Wrench Attacks: Physical attacks targeting cryptocurrency users (2024) [pdf]

Origin and terminology

  • “Wrench attacks” are widely understood as a reference to the XKCD comic about beating passwords out of someone, i.e., old-fashioned robbery applied to crypto.
  • Several commenters argue the phenomenon is not new at all: it’s just kidnapping/extortion/mugging with a new label and a new asset type.

Operational security and oversharing

  • Strong emphasis on: if you hold meaningful crypto, don’t talk about it.
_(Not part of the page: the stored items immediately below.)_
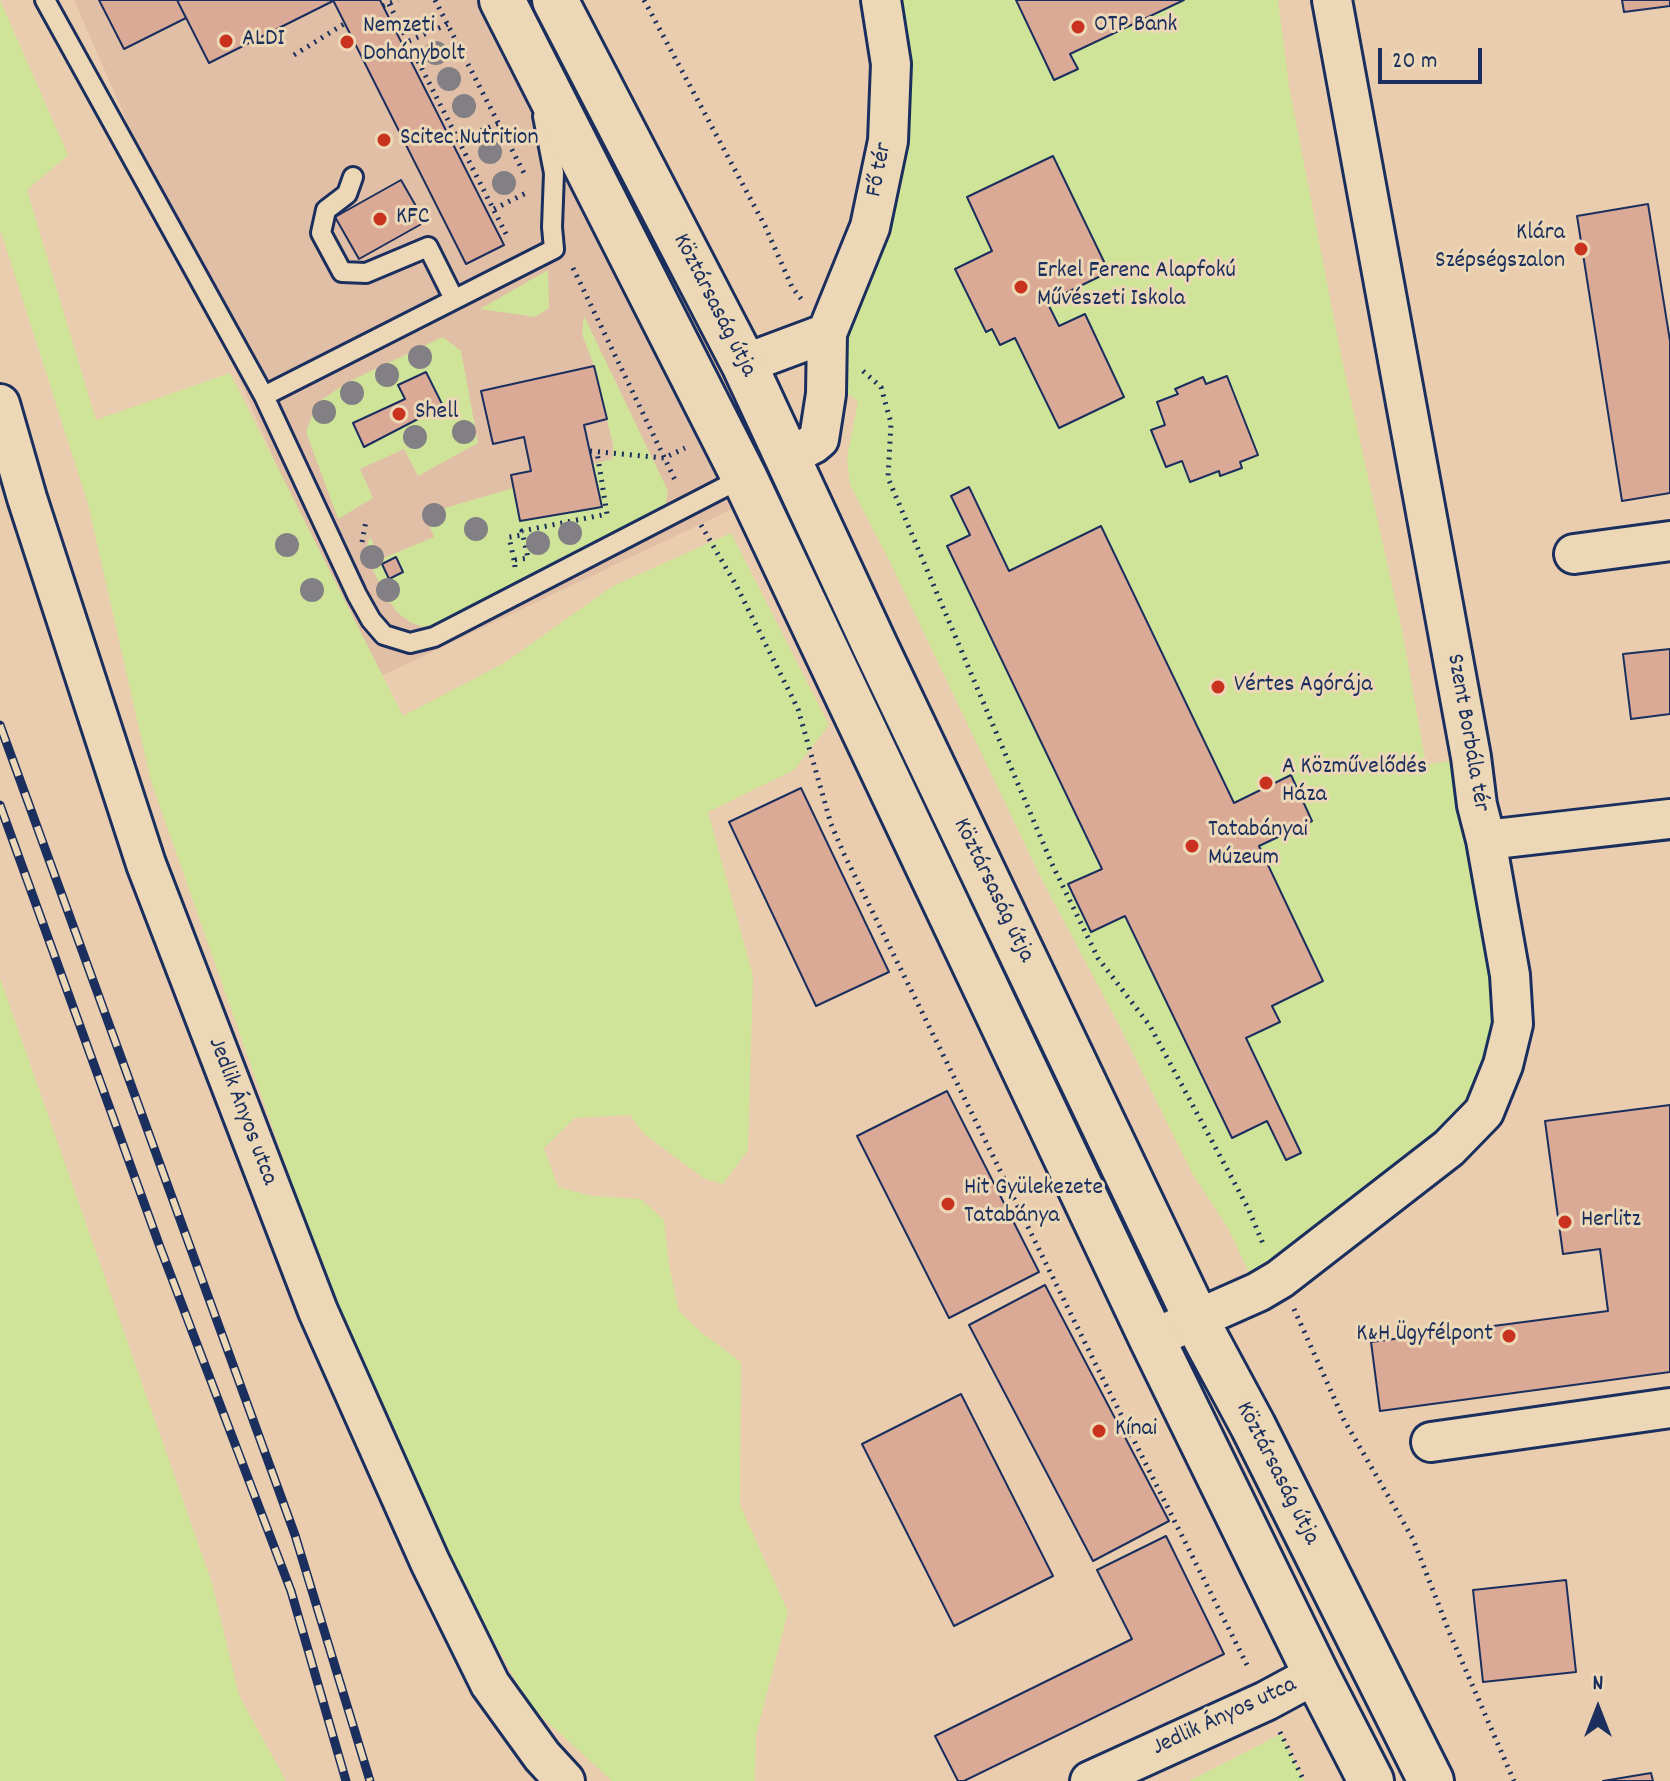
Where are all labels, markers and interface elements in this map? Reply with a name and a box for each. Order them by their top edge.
place label: OTP Bank [1094,13,1177,41]
place label: Nemzeti Dohánybolt [363,14,465,70]
marker: OTP Bank [1069,18,1087,36]
place label: ALDI [242,27,285,55]
marker: ALDI [217,32,235,50]
scale bar [1382,32,1486,82]
marker: Nemzeti Dohánybolt [338,33,356,51]
text: 20 m [1392,45,1438,79]
place label: Scitec Nutrition [400,126,539,154]
marker: Scitec Nutrition [375,131,393,149]
street label: Fő tér [862,140,900,200]
place label: KFC [396,205,430,233]
marker: KFC [371,210,389,228]
place label: Klára Szépségszalon [1435,221,1565,277]
street label: Köztársaság útja [665,230,761,382]
marker: Klára Szépségszalon [1572,240,1590,258]
place label: Erkel Ferenc Alapfokú Művészeti Iskola [1037,259,1236,315]
marker: Erkel Ferenc Alapfokú Művészeti Iskola [1012,278,1030,296]
place label: Shell [415,400,459,428]
marker: Shell [390,405,408,423]
street label: Szent Borbála tér [1438,652,1494,814]
place label: Vértes Agórája [1234,673,1373,701]
marker: Vértes Agórája [1209,678,1227,696]
place label: A Közművelődés Háza [1282,755,1427,811]
marker: A Közművelődés Háza [1257,774,1275,792]
street label: Köztársaság útja [945,814,1039,968]
place label: Tatabányai Múzeum [1208,818,1308,874]
marker: Tatabányai Múzeum [1183,837,1201,855]
street label: Jedlik Ányos utca [200,1034,282,1190]
place label: Hit Gyülekezete Tatabánya [964,1176,1103,1232]
marker: Hit Gyülekezete Tatabánya [939,1195,957,1213]
place label: Herlitz [1581,1208,1641,1236]
marker: Herlitz [1556,1213,1574,1231]
place label: K&H Ügyfélpont [1356,1322,1493,1350]
marker: K&H Ügyfélpont [1500,1327,1518,1345]
street label: Köztársaság útja [1228,1398,1324,1550]
place label: Kínai [1115,1417,1157,1445]
marker: Kínai [1090,1422,1108,1440]
north arrow [1558,1669,1638,1749]
text: N [1593,1669,1603,1700]
street label: Jedlik Ányos utca [1148,1672,1302,1764]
Public bragging, even under pseudonyms, creates targets.
  • Discussion of how online oversharing (vs. older “don’t talk to strangers” norms) makes it easy to build a detailed profile from handles and scattered posts.
  • Tension highlighted: crypto’s value depends heavily on hype and visible success stories, which pushes holders to evangelize and show off—exactly what undermines their safety.
  • Some note that even perfect personal discretion can be undercut by data breaches at exchanges or wallet companies that leak names, addresses, and balances.

Banks vs. self‑custody

  • Multiple comments contrast crypto “be your own bank” with traditional banks:
    • Banks add friction (limits, in-person verification) and reversibility, which makes physical extortion less attractive and more traceable.
    • Crypto enables immediate, irreversible transfer of an entire fortune under duress.
  • Others note that large-scale theft from banked customers via fraud and identity theft is common too; it just doesn’t require a wrench.

Real-world incidents and escalation risk

  • Several recent high-profile kidnappings and mutilations tied to crypto wealth in France, Montréal, and the US are mentioned; many were clumsy, “amateurish” operations.
  • Some expect things to get worse, especially after breaches that connect personal identities to on-chain wealth, creating a “breach → physical attack” pipeline.

Traceability and laundering

  • Debate over how “traceable” stolen crypto really is:
    • Bitcoin flows are public and “tainted” coins can be flagged.
    • But criminals can move quickly into privacy coins (e.g., Monero) via atomic swaps, or sell wallets on a black market, analogous to stolen art.

Mitigations and tradeoffs

  • Suggestions include: keep only small amounts in hot wallets; store most funds in multisig or with institutions; or avoid crypto altogether.
  • Some point to ETFs and traditional brokerages as ironically the safest way to hold bitcoin.
  • Others note that every step to harden against theft (complex key schemes, extreme secrecy) raises other risks: loss of keys, incapacity, inheritance failure.

Skepticism about novelty

  • A few commenters dismiss the need for an academic paper, viewing the findings as obvious: conspicuous nouveau riche + self-custodied liquid wealth = extortion target.
  • Others defend studying it systematically, given the growing body count and structural differences between crypto and legacy finance.